3. Pursuant to 15 U.S.C. §16 (d), the United States furnished copies of the Amended Complaint, Hold Separate Order, proposed Final Judgment and Competitive Impact Statement to anyone requesting them.
4. Pursuant to 15 U.S.C. § 16(c), a summary of the terms of the proposed Judgment and the Competitive Impact Statement were published in The New York Times, a newspaper of general circulation in New York, NY, and in The Washington Post, a newspaper of general circulation in the District of Columbia. Copies of the certificates of publication from The New York Times and The Washington Post appear in Exhibit 2.
5. On January 11, 1999, the defendants -- Waste Management, Inc., Eastern Environmental Services, Inc., and Ocho Acquisition Corporation -- filed with the Court a joint statement describing their communications with employees of the United States Department of Justice concerning the proposed Final Judgment, as required by 15 U.S.C. § 16(g).

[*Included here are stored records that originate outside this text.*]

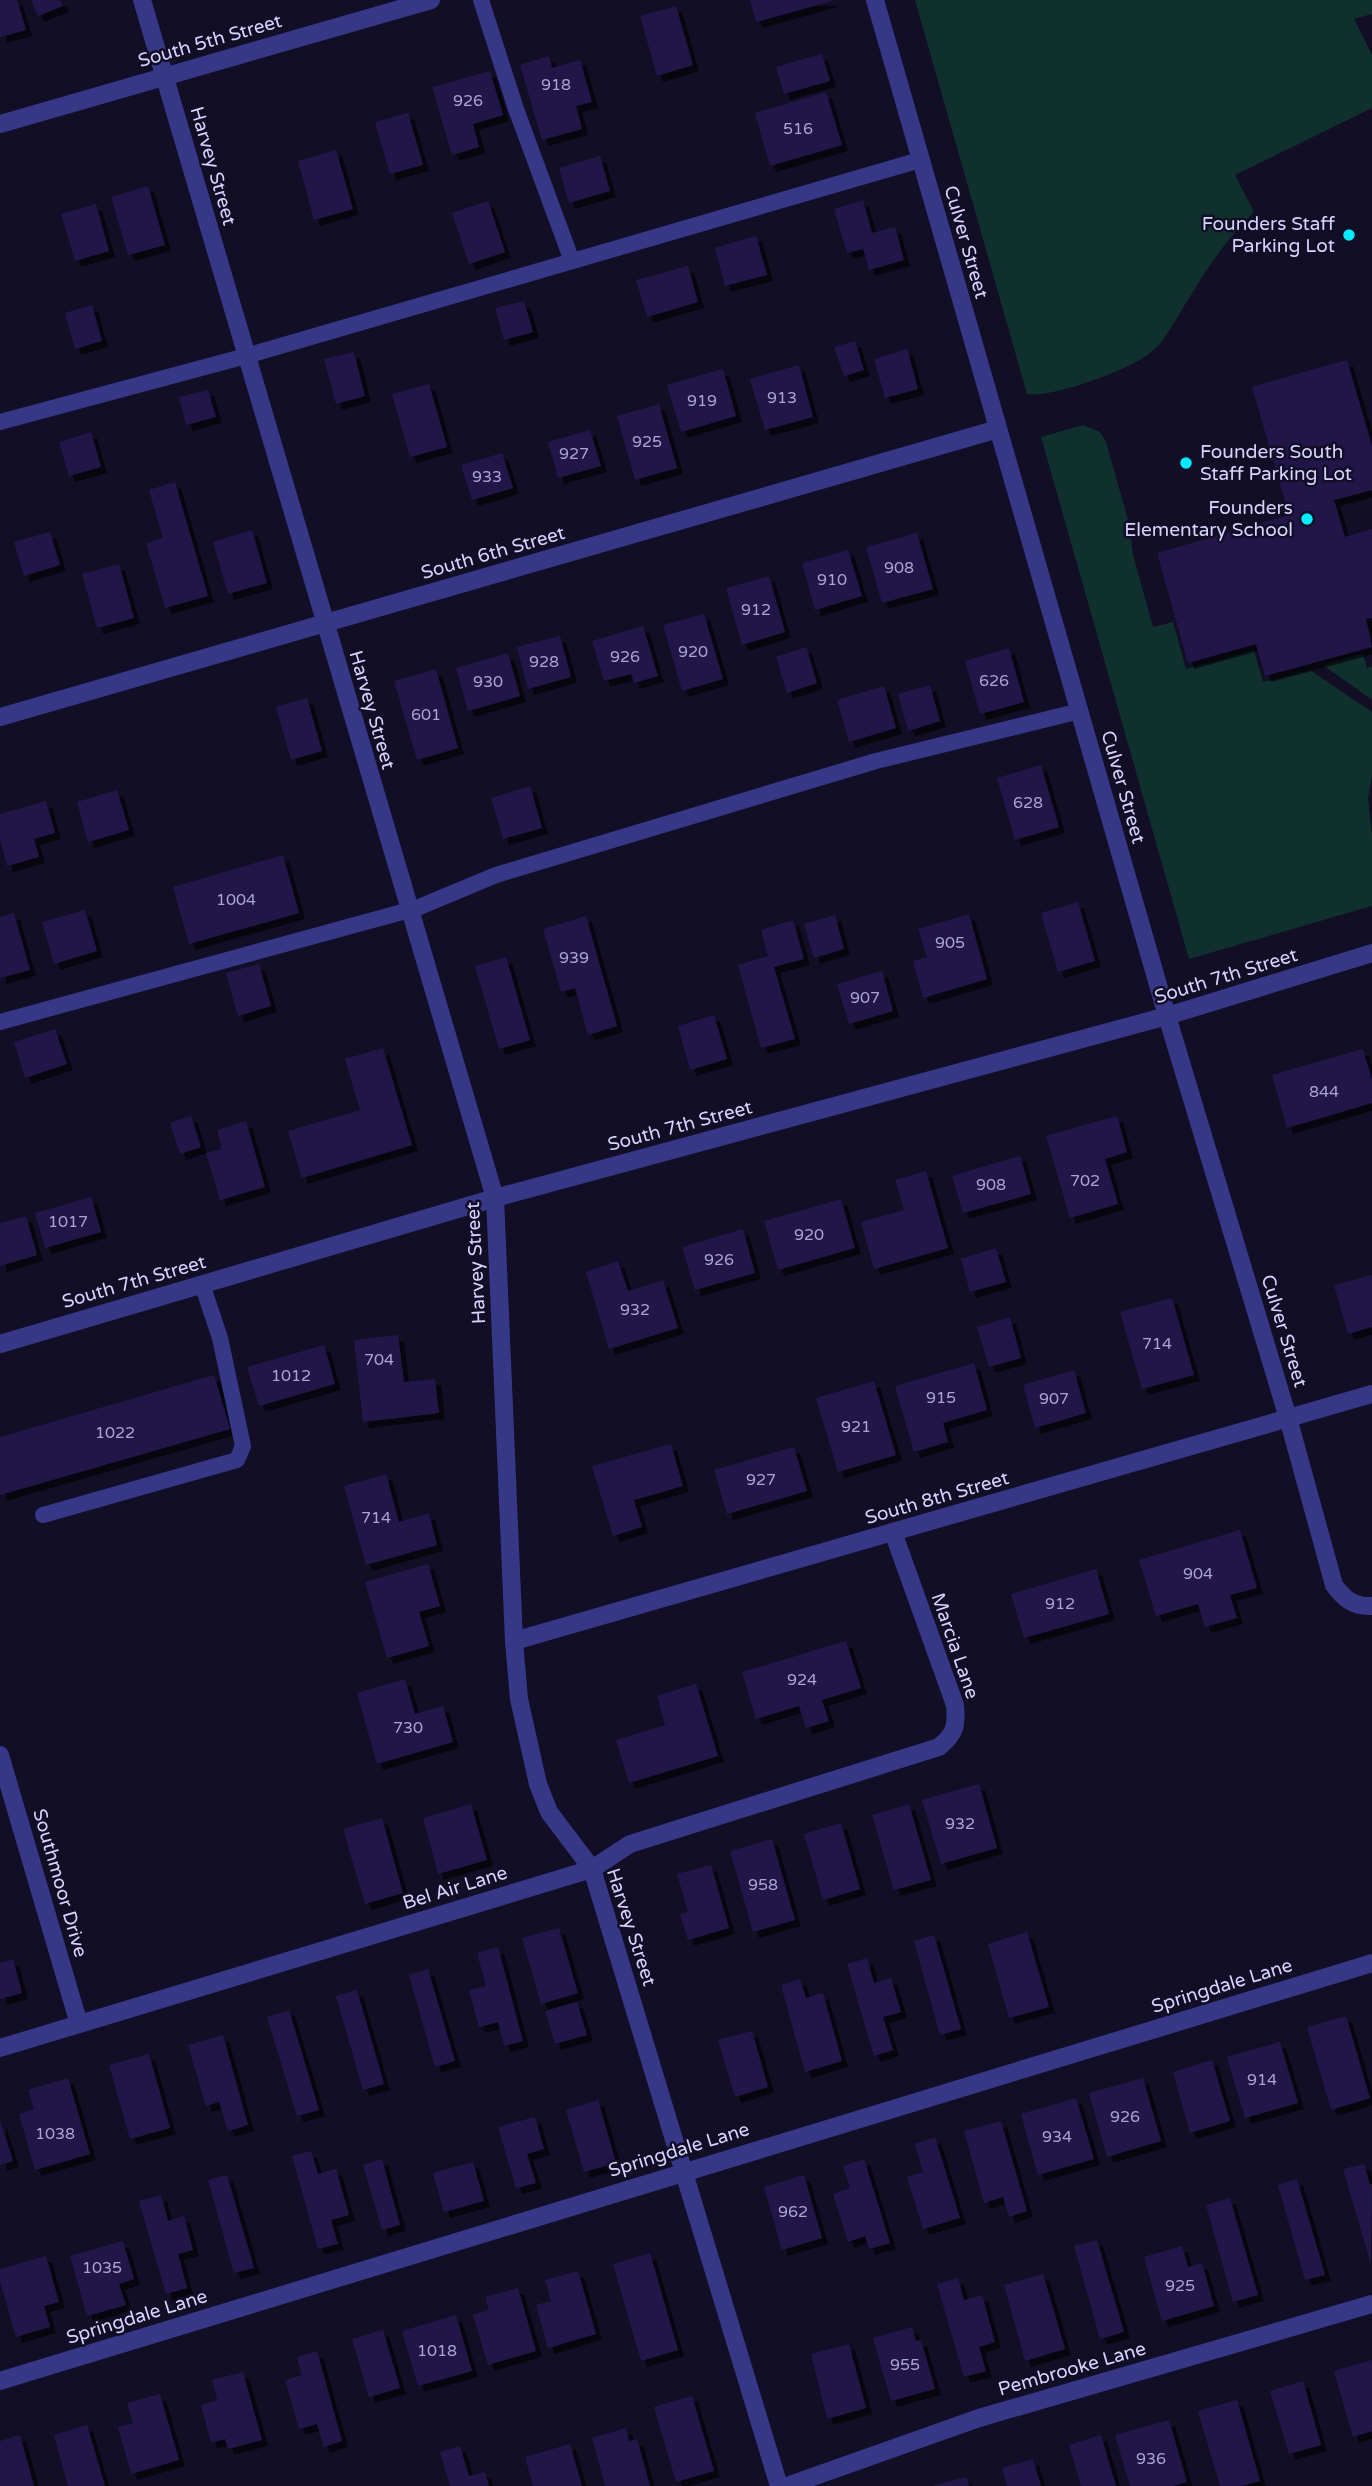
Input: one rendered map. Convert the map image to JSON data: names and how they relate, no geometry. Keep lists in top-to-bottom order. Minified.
{"streets":{"street":["South 5th Street","Harvey Street","Culver Street","South 6th Street","South 7th Street","South 8th Street","Marcia Lane","Southmoor Drive","Bel Air Lane","Springdale Lane","Pembrooke Lane"]},"crossings":[["South 5th Street","Harvey Street"],["Harvey Street","South 6th Street"],["Harvey Street","South 7th Street"],["Harvey Street","South 8th Street"],["Harvey Street","Bel Air Lane"],["Harvey Street","Springdale Lane"],["Culver Street","South 6th Street"],["Culver Street","South 7th Street"],["Culver Street","South 8th Street"],["South 8th Street","Marcia Lane"],["Marcia Lane","Bel Air Lane"],["Southmoor Drive","Bel Air Lane"]],"places":["Founders Staff Parking Lot","Founders South Staff Parking Lot","Founders Elementary School"],"house_numbers":["918","926","516","913","919","925","927","933","908","910","912","920","926","928","626","930","601","628","1004","905","939","907","844","702","908","1017","920","926","932","714","704","1012","915","907","921","1022","927","714","904","912","924","730","932","958","914","926","1038","934","962","1035","925","1018","955","936"]}
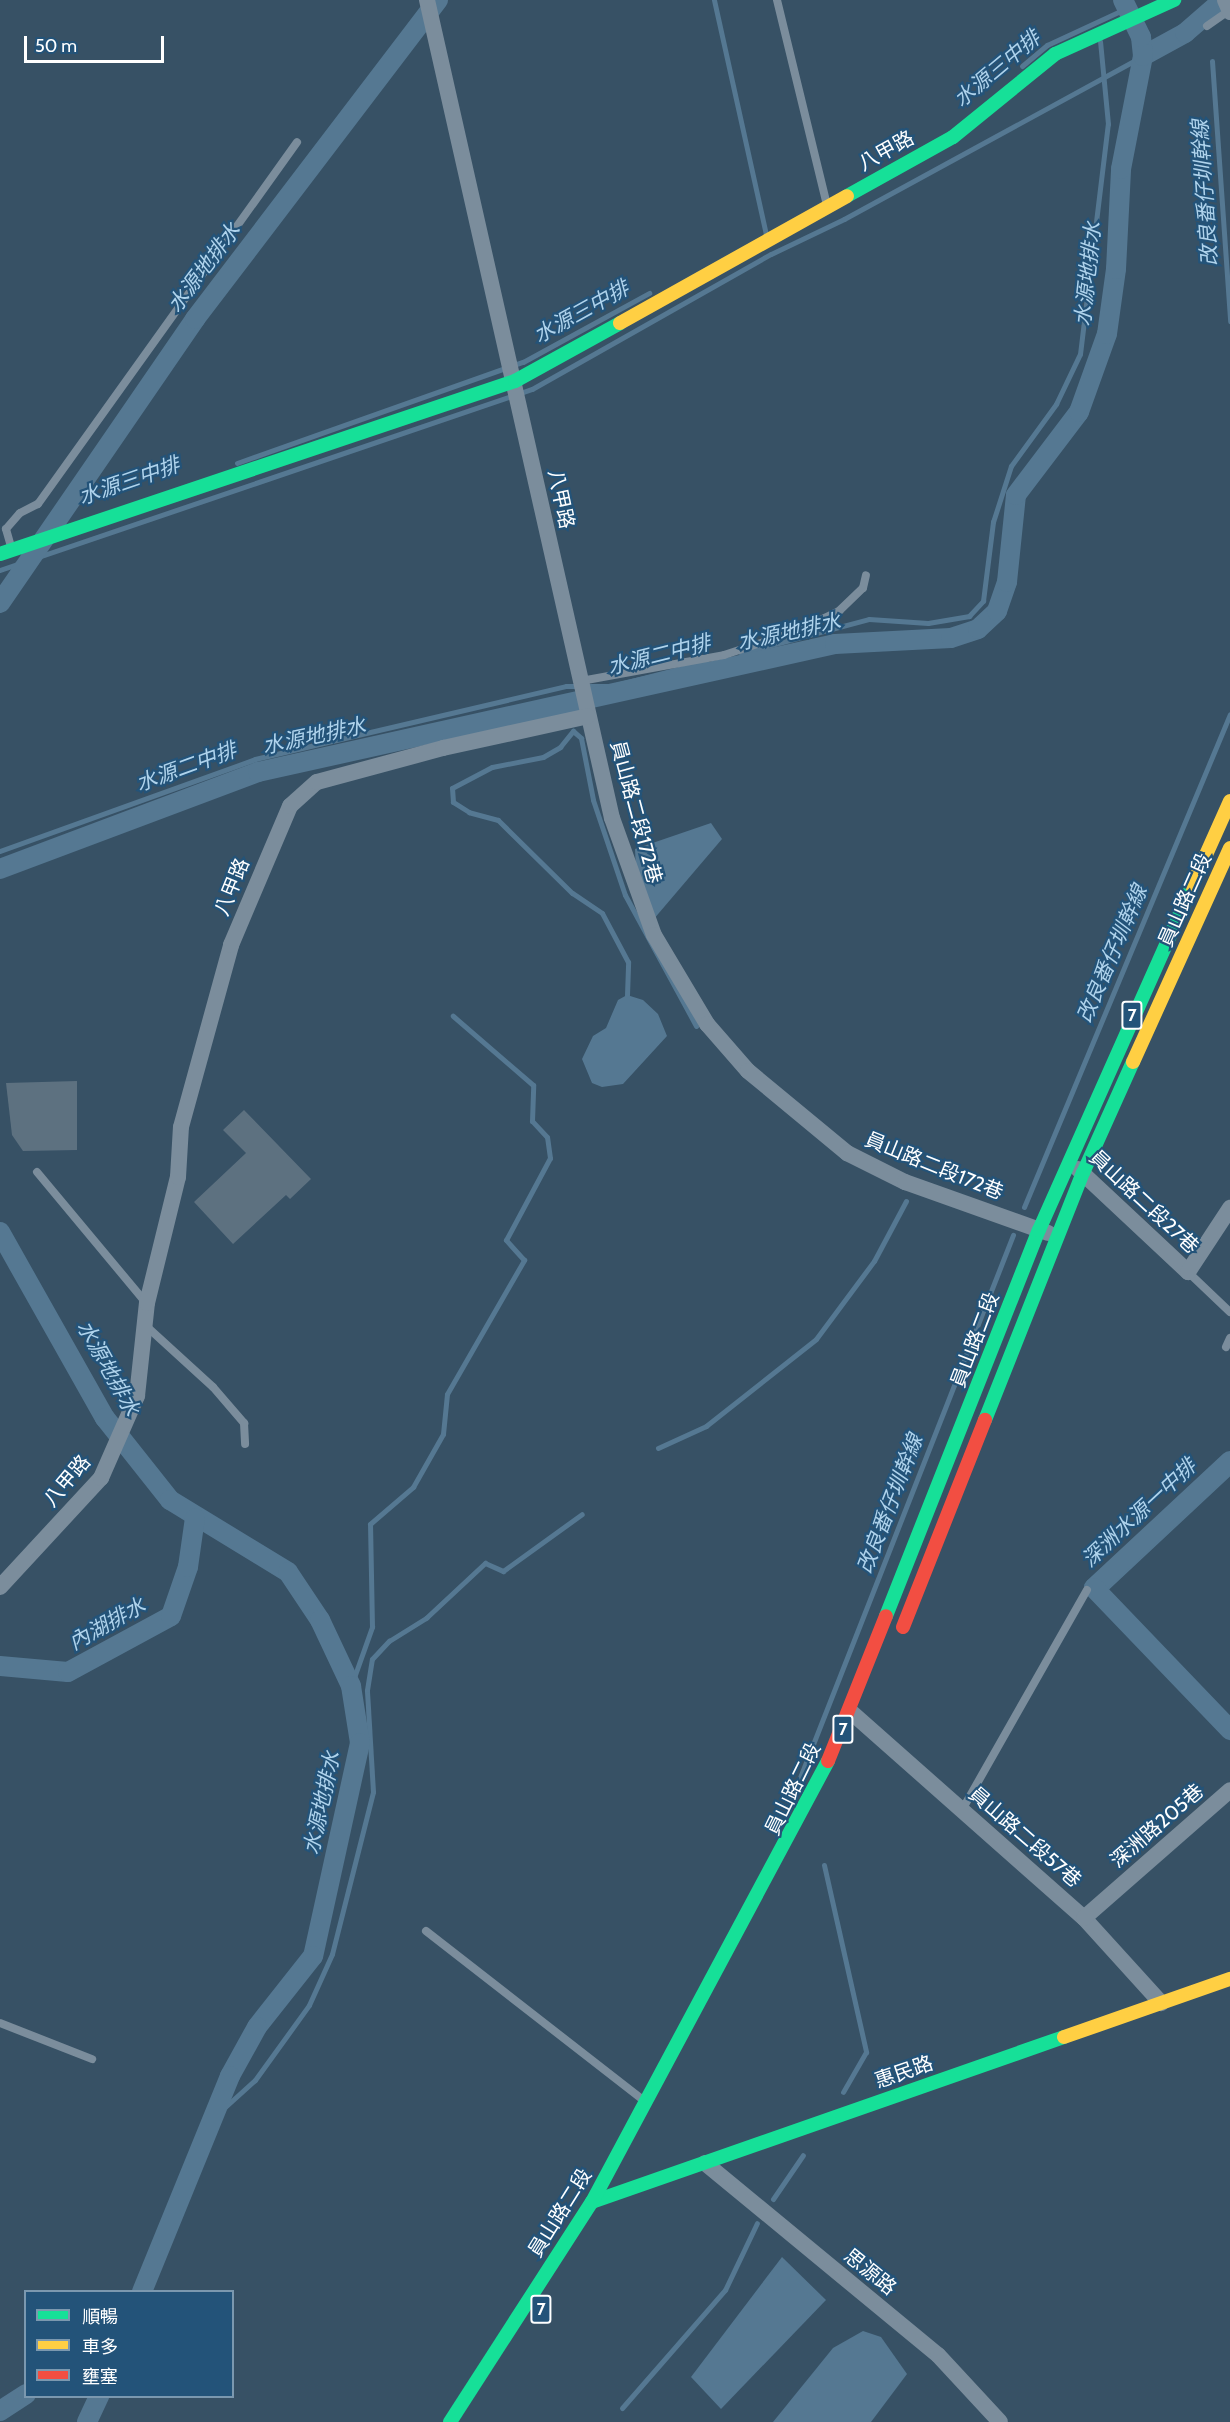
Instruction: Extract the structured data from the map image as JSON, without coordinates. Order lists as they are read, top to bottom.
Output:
{
  "streets": {
    "main road": [
      "八甲路",
      "員山路二段",
      "7",
      "惠民路"
    ],
    "street": [
      "員山路二段172巷",
      "員山路二段27巷",
      "深洲路205巷",
      "員山路二段57巷",
      "思源路"
    ]
  },
  "crossings": [
    ["八甲路", "員山路二段172巷"],
    ["員山路二段172巷", "員山路二段"],
    ["員山路二段", "員山路二段27巷"],
    ["員山路二段", "員山路二段57巷"],
    ["員山路二段", "惠民路"],
    ["深洲路205巷", "員山路二段57巷"],
    ["員山路二段57巷", "惠民路"],
    ["惠民路", "思源路"]
  ],
  "water": [
    "水源三中排",
    "改良番仔圳幹線",
    "水源地排水",
    "水源二中排",
    "深洲水源一中排",
    "內湖排水"
  ],
  "legend": ["順暢", "車多", "壅塞"],
  "scale_bar": "50 m"
}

6. During the 60-day comment period after publication of notice in the Federal Register, The New York Times and The Washington Post, the United States received five written comments on the proposed settlement. These comments were from: (a) the Pulaski County, Kentucky Solid Waste Management District; (b) the Environmental Committee of the Pocono Mountains Chamber of Commerce in Stroudsburg, Pennsylvania; (c) the Schuylkill County, Pennsylvania Office of Solid Waste and Resource Management; (d) the Monroe County, Pennsylvania Municipal Waste Management Authority; and (e) RecycleWorlds Consulting Corporation of Madison, Wisconsin.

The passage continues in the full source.